Cloud Native News - CW15
CNCF & Community
- TOC Welcomes Argo into the CNCF Incubator
"In joining CNCF, the Argo team will continue to grow the Argo community by focusing on the continuous and progressive delivery of microservice and machine learning applications (MLOps) on Kubernetes." - CNCF looking for Release Team Member
The Kubernetes v1.19 release cycle is going to start, and the release team is look for helping hands. Tracking enhancements, working on the CI, document the changes or support teams communicating newest features, where do you can support? - k8s.gcr.io moving from gcr.io/google-containers to gcr.io/k8s-artifacts-prod in early April
Moving Kubernetes Images away from Google Infrastructure to Community-owned Infra is planned since 2017! - Introducing A New Tool to Make Finding Your Favorite CNCF Videos Easier
CNCF has added a new powerful search and indexing tool for our YouTube channels.

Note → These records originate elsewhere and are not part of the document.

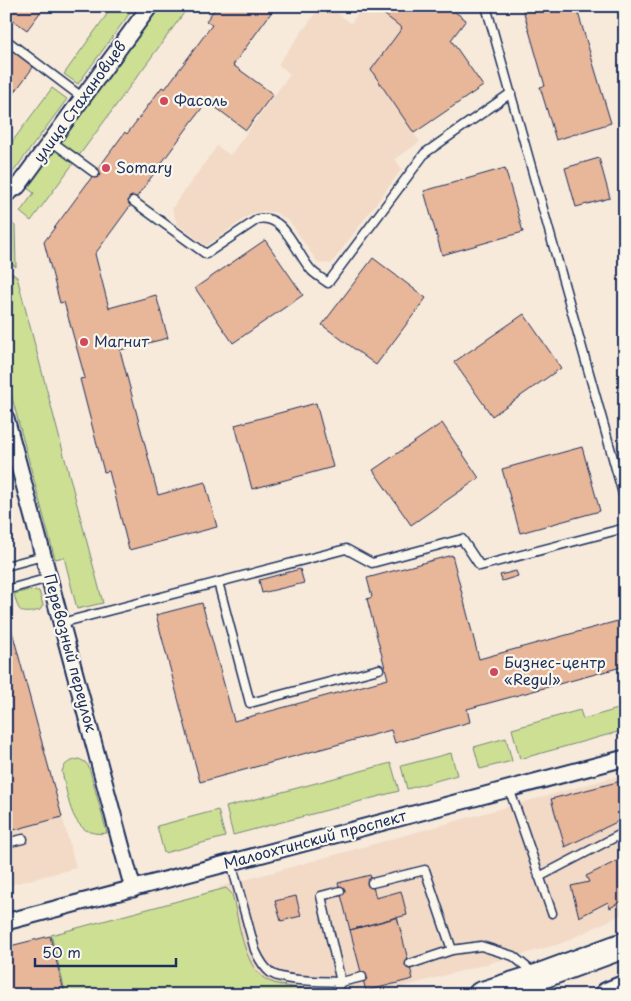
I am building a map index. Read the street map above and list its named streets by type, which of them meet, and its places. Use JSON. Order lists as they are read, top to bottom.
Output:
{
  "streets": {
    "street": ["улица Стахановцев", "Перевозный переулок", "Малоохтинский проспект"]
  },
  "crossings": [
    ["Перевозный переулок", "Малоохтинский проспект"]
  ],
  "places": [
    "Фасоль",
    "Somary",
    "Магнит",
    "Бизнес-центр «Regul»"
  ],
  "scale_bar": "50 m"
}
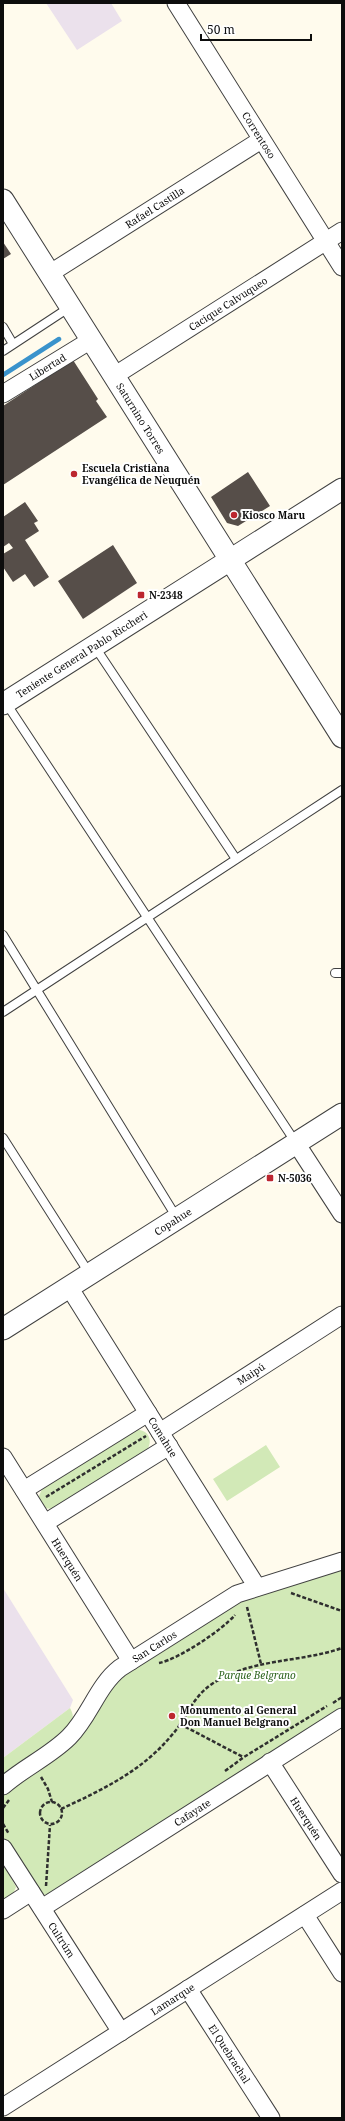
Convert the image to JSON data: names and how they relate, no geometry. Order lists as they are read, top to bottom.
{
  "streets": {
    "street": [
      "Correntoso",
      "Rafael Castilla",
      "Cacique Calvuqueo",
      "Libertad",
      "Saturnino Torres",
      "Teniente General Pablo Riccheri",
      "Copahue",
      "Maipú",
      "Comahue",
      "Huerquén",
      "San Carlos",
      "Cafayate",
      "Cultrúm",
      "Lamarque",
      "El Quebrachal"
    ]
  },
  "crossings": [
    ["Correntoso", "Rafael Castilla"],
    ["Correntoso", "Cacique Calvuqueo"],
    ["Rafael Castilla", "Saturnino Torres"],
    ["Cacique Calvuqueo", "Saturnino Torres"],
    ["Libertad", "Saturnino Torres"],
    ["Saturnino Torres", "Teniente General Pablo Riccheri"],
    ["Copahue", "Comahue"],
    ["Maipú", "Comahue"],
    ["Maipú", "Huerquén"],
    ["Comahue", "San Carlos"],
    ["Huerquén", "San Carlos"],
    ["Huerquén", "Cafayate"],
    ["Cafayate", "Cultrúm"],
    ["Cultrúm", "Lamarque"],
    ["Lamarque", "El Quebrachal"]
  ],
  "parks": ["Parque Belgrano"],
  "places": {
    "other": ["Escuela Cristiana Evangélica de Neuquén", "Kiosco Maru", "Monumento al General Don Manuel Belgrano"],
    "transit": ["N-2348", "N-5036"]
  },
  "scale_bar": "50 m"
}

Please follow this way for some CNCF-Cinema highlights ;)
Processes / Guides / Articles
- Embrace and Replace: Migrating ZooKeeper into Kubernetes
HubSpot recently migrated hundreds of ZooKeeper instances from individual server instances to Kubernetes without downtime. Their approach used Kubernetes features like endpoints to ease the process. In this post HubSpot shares a high level outline of their approach. - Saving Cloud Costs with Kubernetes on AWS
This article guides how to clean your cluster from unused resources, scale down during non-work hours, using horizontal autoscaling, use AWS Spot instances as well as reduceing resource slack. - Docker Images : Part III - Going Farther To Reduce Image Size
- Kubernetes 1.18 Feature Server-side Apply Beta 2
Server-side Apply enables new features like conflict detection, so the system knows when two actors are trying to edit the same field. The most common way to use this is through kubectl:kubectl apply --server-side
. - Your own Kubernetes controller - Improving and deploying
This is part three of Nicolas Fränkels series about creating an own Controller in Java. We already covered part 1 and 2 in previous editions of CNN! - Controlling outbound traffic from Kubernetes
It is always a great idea to do everything to keep malicious software from your cluster. Even the bad guys made it: don't let them communicate home! - Attack matrix for Kubernetes
Microsoft came up with this list of Kubernetes attack vectors. Their approach is based on the MITRE ATT&CK framework and is a great starting point for an overview and prioritization for mitigation of those.
Tools
- Cortex v1.0 released: The highly scalable, fast Prometheus implementation is generally available for production use
A release I'm particularly excited about! This brings production grade documentation, ready-to-use Grafana Dashboards and Prometheus alerts, backwards compatibility guarantees. - Introducing Sidekick - A High Performance Load Balancer
"While some of the software-defined load balancers like NGINX, HAProxy, and Envoy Proxy are full-featured and handle complex web application requirements, they are not designed for high-performance, data-intensive workloads." - this is Sidekick aiming to fix. - Amazon Elastic Container Service now supports Amazon EFS file systems
"This new capability will help customers containerize applications that require shared storage such as content management systems, internal DevOps tools, and machine learning frameworks. A whole new set of workloads will now enjoy the benefits containers bring [...]" - aind
AinD launches Android apps in Docker, by nesting Anbox containers inside Docker. Unlike VM-based similar projects, AinD can be executed on IaaS instances without support for nested virtualization. This allows Android compatibility (via cloud) for iOS and Windows tablets - Tekton goes beta🎉
Finally the hidden champion behind many initiatives and platforms moves to beta, without the clumbsyPipelineResources
. The functionalities are now covered by git-clone, pullrequest and workspaces. Get started with an interactive session and get your hands on Tekton! - Alcide published sKan
An open source tool for scanning Kubernetes resource files, and helm charts for security configurations issues and best practices. It's supposed to support developers and DevOps in their work process to make security checks easier.
Read of the Week
Google released their third book on Site Reliability Enigneering "Building Secure and Reliable Systems" for free. It is written by Heather Adkins, Paul Blankinship, Ana Oprea, Piotr Lewandowski, Adam Stubblefield and - as the two before - also edited by Betsy Beyer.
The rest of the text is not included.